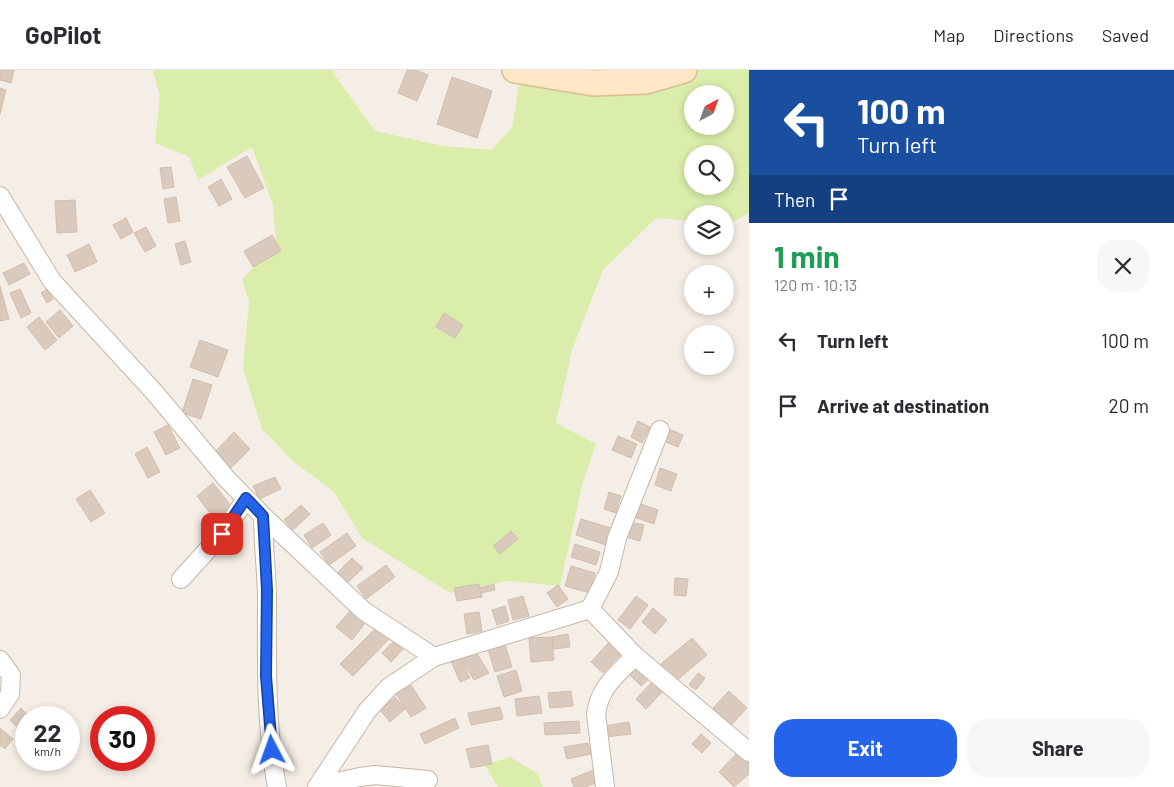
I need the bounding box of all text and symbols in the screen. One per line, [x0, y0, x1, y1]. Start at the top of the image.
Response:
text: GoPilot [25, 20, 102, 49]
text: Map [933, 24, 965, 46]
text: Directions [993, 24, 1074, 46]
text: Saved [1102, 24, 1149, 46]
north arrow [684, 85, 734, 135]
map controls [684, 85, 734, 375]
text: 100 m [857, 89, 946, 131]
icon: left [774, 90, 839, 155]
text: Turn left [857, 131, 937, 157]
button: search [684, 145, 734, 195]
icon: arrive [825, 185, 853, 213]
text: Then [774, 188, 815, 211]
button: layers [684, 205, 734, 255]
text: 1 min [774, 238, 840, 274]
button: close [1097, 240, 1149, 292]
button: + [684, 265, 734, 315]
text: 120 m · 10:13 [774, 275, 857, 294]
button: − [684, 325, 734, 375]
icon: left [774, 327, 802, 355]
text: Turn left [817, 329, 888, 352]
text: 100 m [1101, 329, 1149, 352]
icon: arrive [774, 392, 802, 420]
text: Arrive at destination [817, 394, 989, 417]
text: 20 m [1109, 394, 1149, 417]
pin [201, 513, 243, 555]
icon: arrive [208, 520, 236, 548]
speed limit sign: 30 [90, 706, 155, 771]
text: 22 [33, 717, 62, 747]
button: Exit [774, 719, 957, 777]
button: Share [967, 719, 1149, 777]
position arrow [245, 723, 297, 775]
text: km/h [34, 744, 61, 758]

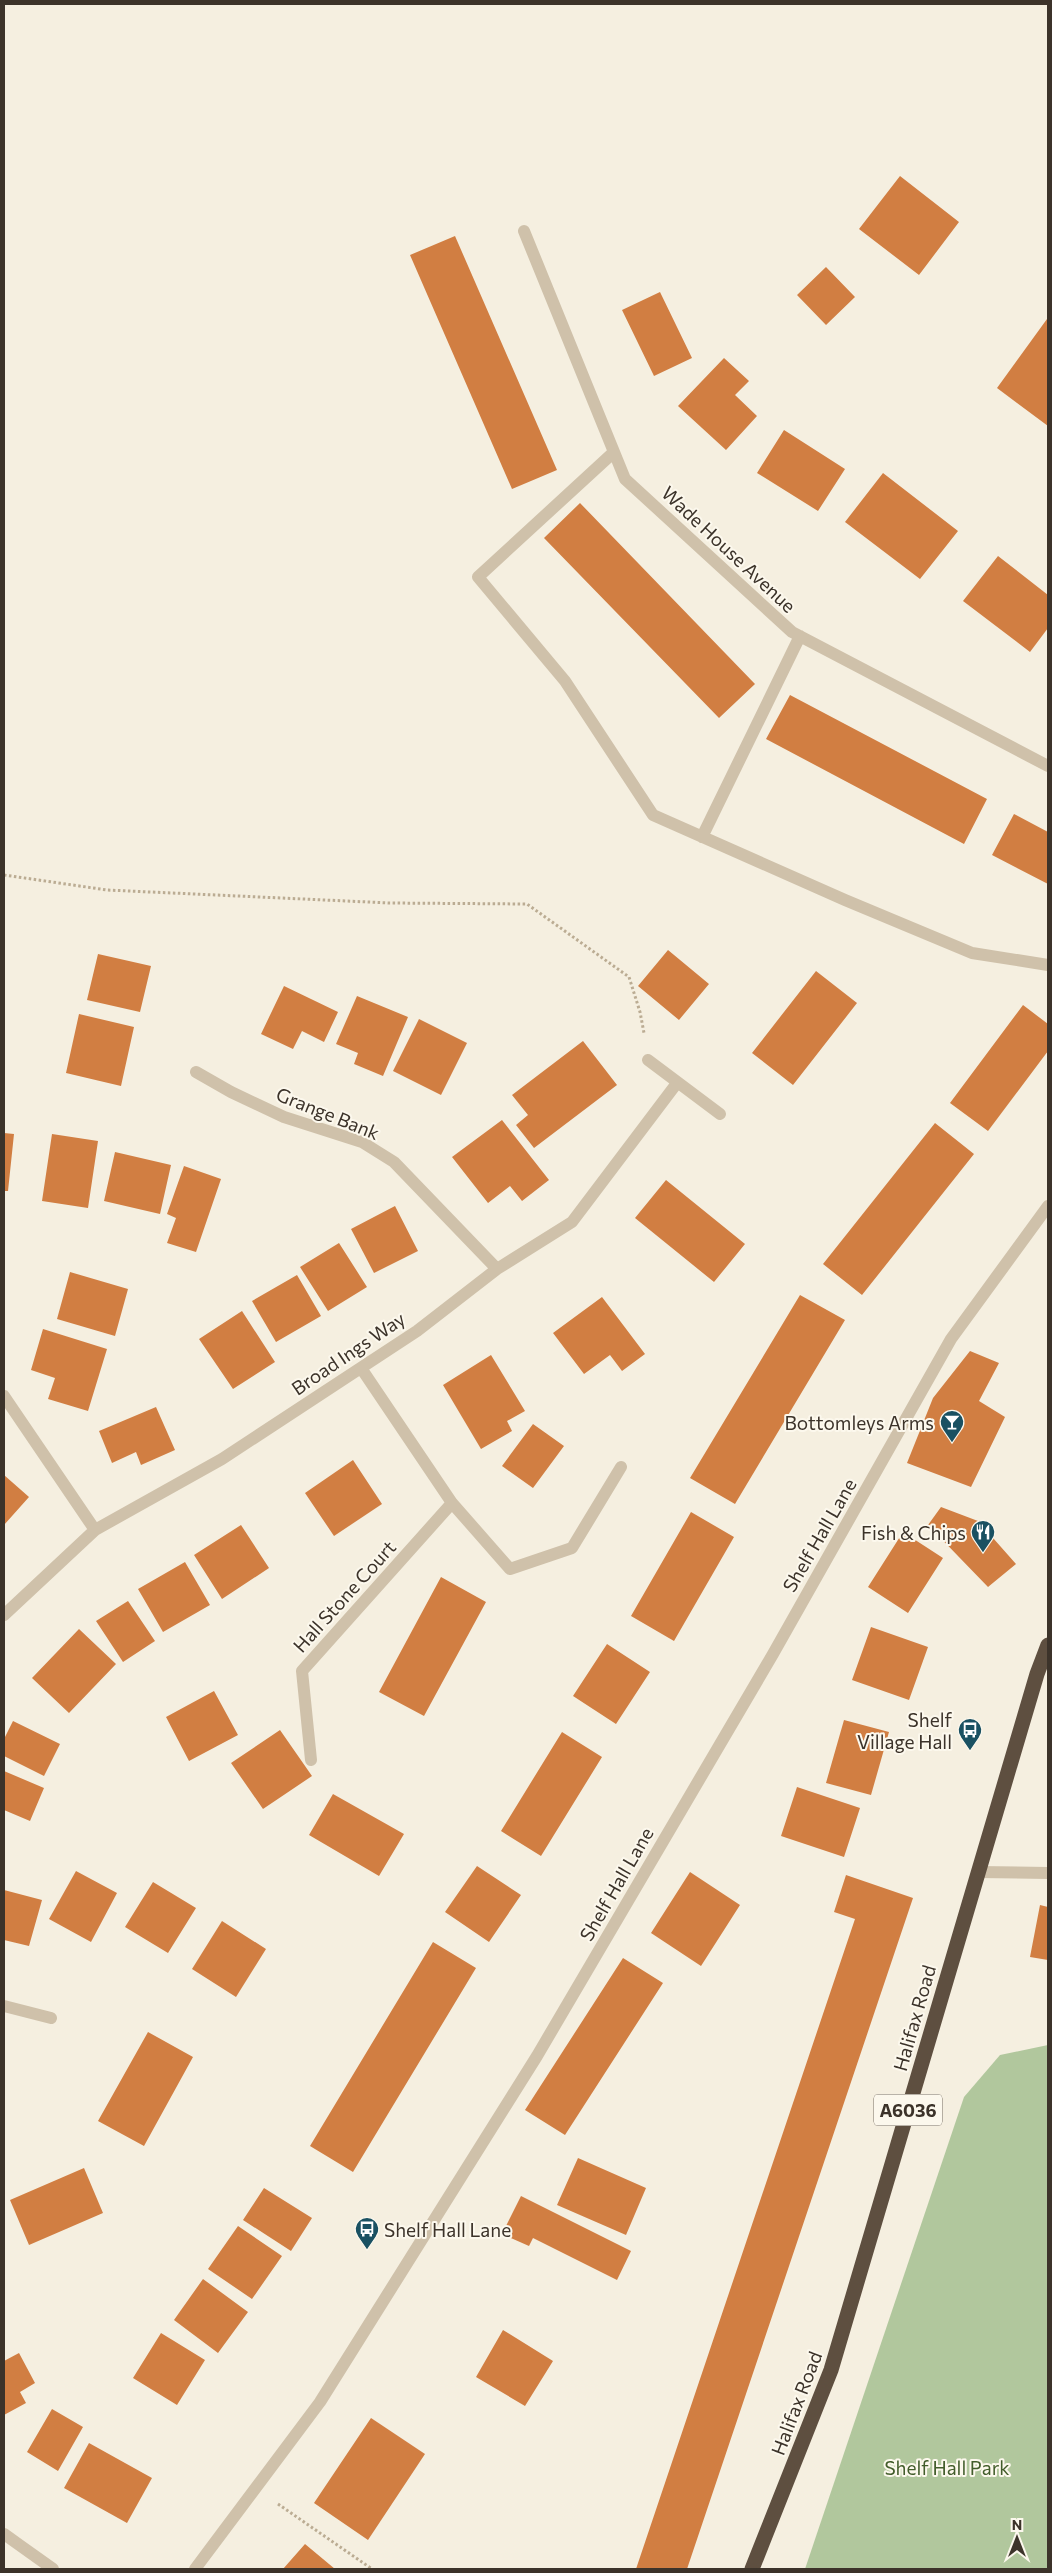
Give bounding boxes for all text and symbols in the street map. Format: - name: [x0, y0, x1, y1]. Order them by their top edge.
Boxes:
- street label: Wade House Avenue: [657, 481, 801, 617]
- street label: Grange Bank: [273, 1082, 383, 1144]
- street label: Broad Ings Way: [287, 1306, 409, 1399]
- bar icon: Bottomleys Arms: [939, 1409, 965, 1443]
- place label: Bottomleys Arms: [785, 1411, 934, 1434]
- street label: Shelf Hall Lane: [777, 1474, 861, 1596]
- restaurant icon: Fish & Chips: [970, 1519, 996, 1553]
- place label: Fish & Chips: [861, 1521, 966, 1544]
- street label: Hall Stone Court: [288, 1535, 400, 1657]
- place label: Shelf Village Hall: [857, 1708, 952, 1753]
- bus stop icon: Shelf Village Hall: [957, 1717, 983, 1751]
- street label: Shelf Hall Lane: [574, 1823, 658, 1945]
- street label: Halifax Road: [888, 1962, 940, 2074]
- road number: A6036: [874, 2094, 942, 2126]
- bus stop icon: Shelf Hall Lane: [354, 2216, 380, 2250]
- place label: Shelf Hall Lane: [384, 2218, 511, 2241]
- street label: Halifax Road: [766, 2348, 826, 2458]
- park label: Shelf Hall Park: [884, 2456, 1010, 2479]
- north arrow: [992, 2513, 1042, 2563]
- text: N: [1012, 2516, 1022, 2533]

▸ **Try it**
Show each line in the listing above that has "button".

▸ **Finished exercise**
button: search [684, 145, 734, 195]
button: layers [684, 205, 734, 255]
button: close [1097, 240, 1149, 292]
button: + [684, 265, 734, 315]
button: − [684, 325, 734, 375]
button: Exit [774, 719, 957, 777]
button: Share [967, 719, 1149, 777]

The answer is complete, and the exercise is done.